Topological Higgs inflation: Origin of Standard Model criticality

The measured values of the Higgs and top masses and of the strong gauge coupling constant point to the near-criticality of the Standard Model, where two vacua at the electroweak and Planck scales are quasidegenerate. We argue that the criticality is required by the occurrence of an eternal topological inflation induced by the Higgs potential. The role of this inflation is to continuously create a sufficiently flat and homogeneous Universe, providing the necessary initial condition for the subsequent slow-roll inflation that generates the density perturbations of the right magnitude. While the condition for the topological Higgs inflation is only marginally satisfied in the Standard Model, it can be readily satisfied if one introduces the right-handed neutrinos and/or the nonminimal coupling to gravity; currently unknown quantum gravity corrections to the potential may also help. We also discuss the $B-L$ Higgs inflation as a possible origin of the observed density perturbations.

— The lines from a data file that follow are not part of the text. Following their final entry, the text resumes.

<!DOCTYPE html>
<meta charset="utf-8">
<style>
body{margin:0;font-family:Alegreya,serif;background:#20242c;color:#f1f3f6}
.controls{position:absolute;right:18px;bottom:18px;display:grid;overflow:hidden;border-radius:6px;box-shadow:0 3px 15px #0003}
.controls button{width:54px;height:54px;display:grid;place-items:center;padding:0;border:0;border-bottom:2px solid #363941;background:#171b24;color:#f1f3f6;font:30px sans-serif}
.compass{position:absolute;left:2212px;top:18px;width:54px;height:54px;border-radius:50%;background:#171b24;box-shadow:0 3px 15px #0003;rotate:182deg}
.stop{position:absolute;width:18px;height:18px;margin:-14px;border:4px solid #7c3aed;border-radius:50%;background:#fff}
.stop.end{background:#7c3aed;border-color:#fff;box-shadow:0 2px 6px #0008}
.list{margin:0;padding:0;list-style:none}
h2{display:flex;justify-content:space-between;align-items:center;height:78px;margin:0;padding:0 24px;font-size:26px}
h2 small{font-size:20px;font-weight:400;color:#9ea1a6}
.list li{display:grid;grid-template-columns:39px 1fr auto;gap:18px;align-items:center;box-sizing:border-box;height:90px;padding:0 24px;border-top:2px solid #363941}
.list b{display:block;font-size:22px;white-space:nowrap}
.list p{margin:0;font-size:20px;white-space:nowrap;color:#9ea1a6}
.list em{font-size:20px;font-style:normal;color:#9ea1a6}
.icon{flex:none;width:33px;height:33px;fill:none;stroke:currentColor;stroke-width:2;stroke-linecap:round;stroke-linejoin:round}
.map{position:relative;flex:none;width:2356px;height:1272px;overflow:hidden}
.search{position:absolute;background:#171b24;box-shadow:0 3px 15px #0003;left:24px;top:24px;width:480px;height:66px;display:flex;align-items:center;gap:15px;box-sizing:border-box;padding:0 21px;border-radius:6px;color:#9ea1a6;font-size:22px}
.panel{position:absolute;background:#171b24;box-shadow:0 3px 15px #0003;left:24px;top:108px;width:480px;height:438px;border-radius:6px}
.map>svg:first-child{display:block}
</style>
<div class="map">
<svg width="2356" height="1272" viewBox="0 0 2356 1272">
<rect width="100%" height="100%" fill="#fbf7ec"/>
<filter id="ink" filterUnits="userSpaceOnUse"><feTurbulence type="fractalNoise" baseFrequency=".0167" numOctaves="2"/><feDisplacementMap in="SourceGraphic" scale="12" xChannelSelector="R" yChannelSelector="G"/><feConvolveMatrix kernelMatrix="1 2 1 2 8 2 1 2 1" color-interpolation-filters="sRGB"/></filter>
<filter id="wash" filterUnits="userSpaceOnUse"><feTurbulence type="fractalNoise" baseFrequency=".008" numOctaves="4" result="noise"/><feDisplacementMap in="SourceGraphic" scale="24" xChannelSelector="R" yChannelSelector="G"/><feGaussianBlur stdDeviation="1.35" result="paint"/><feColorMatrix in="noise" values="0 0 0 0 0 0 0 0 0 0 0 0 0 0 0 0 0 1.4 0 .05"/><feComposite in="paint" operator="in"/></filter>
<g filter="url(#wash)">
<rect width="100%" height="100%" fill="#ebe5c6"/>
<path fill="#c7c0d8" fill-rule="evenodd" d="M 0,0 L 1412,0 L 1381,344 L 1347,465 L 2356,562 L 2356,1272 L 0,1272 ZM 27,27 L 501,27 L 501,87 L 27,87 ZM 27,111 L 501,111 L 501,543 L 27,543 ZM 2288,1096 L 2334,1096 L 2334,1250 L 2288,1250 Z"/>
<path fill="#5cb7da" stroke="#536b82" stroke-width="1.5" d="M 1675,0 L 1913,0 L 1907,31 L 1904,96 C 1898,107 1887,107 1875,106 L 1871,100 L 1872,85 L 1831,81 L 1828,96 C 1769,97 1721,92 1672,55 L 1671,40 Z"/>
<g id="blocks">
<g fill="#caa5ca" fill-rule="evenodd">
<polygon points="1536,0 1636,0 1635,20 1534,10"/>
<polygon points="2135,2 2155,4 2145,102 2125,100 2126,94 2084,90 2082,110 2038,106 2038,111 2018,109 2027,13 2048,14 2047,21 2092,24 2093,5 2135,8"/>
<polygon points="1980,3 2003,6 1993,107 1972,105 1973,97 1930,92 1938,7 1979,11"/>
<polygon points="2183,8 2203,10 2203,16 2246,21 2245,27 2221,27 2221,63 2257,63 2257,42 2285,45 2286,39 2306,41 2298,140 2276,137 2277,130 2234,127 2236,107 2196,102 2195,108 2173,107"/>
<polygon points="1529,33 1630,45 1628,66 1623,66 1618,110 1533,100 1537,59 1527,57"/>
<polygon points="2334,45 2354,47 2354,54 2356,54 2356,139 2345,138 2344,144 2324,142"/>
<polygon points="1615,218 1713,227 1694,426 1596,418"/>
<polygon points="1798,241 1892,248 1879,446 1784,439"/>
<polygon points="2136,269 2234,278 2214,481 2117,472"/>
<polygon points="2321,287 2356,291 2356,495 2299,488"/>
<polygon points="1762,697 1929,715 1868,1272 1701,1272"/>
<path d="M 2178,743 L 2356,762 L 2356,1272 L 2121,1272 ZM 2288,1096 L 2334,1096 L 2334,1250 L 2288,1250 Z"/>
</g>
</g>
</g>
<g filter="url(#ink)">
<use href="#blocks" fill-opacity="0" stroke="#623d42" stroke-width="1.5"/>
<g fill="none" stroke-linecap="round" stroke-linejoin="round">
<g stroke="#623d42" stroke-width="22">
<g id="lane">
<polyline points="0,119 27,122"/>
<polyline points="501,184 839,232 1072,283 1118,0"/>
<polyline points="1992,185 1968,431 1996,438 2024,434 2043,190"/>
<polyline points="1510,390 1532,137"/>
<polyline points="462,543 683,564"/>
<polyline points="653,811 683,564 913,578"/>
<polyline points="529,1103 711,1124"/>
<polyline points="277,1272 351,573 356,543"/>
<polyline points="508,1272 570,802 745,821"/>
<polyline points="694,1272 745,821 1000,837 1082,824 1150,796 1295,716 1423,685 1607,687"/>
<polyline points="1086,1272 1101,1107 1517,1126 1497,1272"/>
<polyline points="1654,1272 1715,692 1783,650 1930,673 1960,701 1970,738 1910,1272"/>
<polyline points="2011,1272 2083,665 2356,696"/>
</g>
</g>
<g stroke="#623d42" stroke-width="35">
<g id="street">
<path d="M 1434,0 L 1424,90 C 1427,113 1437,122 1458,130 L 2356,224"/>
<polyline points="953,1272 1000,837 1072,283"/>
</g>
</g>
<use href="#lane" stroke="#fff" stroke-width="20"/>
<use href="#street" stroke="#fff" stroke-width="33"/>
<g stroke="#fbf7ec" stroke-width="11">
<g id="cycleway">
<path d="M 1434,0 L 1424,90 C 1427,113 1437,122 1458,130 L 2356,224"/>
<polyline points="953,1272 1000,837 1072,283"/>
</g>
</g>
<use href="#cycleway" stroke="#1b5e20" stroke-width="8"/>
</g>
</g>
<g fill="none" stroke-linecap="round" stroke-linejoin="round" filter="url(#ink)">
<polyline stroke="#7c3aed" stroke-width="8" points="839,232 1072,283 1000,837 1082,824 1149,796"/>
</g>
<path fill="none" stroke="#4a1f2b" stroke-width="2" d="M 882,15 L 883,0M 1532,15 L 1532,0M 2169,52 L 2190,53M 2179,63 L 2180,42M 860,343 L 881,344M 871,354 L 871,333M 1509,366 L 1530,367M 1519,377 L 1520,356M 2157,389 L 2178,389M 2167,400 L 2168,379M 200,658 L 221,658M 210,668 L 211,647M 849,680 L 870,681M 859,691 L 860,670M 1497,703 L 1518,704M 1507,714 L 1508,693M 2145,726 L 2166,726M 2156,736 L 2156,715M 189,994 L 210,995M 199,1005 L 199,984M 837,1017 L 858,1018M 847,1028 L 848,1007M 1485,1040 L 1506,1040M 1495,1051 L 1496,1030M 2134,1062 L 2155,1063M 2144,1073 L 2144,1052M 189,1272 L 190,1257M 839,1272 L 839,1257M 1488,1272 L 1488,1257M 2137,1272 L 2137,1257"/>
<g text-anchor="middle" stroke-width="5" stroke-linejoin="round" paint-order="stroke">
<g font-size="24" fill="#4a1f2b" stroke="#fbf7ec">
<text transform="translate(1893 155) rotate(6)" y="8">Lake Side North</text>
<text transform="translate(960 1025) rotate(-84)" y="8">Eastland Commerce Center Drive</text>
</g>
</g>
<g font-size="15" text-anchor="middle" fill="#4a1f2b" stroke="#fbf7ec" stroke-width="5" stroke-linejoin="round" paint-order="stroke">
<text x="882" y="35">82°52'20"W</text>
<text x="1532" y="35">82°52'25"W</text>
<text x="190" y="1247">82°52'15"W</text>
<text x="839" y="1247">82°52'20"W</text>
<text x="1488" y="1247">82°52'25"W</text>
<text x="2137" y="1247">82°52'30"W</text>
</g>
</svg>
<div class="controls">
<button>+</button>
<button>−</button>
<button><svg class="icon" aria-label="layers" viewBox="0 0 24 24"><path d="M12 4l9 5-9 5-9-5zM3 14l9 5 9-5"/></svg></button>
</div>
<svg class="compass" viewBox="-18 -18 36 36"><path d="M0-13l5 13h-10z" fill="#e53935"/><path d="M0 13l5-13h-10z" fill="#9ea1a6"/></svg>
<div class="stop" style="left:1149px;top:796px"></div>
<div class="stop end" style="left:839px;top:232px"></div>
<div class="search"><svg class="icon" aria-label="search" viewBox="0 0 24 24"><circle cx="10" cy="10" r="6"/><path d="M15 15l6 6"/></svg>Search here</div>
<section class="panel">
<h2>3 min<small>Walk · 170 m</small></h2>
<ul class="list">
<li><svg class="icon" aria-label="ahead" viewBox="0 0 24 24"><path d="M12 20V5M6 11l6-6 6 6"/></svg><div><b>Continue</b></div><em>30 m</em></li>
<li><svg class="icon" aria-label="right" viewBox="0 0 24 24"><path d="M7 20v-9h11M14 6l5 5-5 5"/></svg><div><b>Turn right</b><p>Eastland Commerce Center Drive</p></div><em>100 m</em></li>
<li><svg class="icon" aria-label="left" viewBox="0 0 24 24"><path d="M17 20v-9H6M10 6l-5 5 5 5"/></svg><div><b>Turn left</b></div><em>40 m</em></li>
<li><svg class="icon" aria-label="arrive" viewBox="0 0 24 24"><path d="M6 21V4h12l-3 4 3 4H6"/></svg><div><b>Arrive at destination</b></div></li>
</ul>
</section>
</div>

Its necessary initial condition, the restored $B-L$ symmetry, can be naturally realized by the preceding topological Higgs inflation.

Figure 1

The scale ${\mu }_{\min }$ that gives the minimum of the effective coupling ${\lambda }_{\text{eff}}$, under the criticality condition ${\lambda }_{\min }≔{\lambda }_{\text{eff}}({\mu }_{\min })=0$, as a function of $M_H$. The band width corresponds to the $2\sigma$ deviation of ${\alpha }_s$, with $1\sigma$ being given by ${\alpha }_s=0.1185\pm 0.0006$ [37]. The dotted lines show the $2\sigma$ band for $M_H$, with $1\sigma$ being given by $M_H=125.9\pm 0.4\mathrm{GeV}$ [37].

Figure 2

Allowed region in the prescription I (left) and II (right) in $\xi$ vs ${\mu }_{\min }$ plane, where the dark (light) region satisfies $|\eta ({\phi }_{\text{I}})|<1$ (1.4) and $|\eta ({\phi }_{\text{II}})|<1$ (1.4), respectively. In prescription I (left), ${\mu }_{\min }<M_P/\sqrt{\xi }$ is also imposed.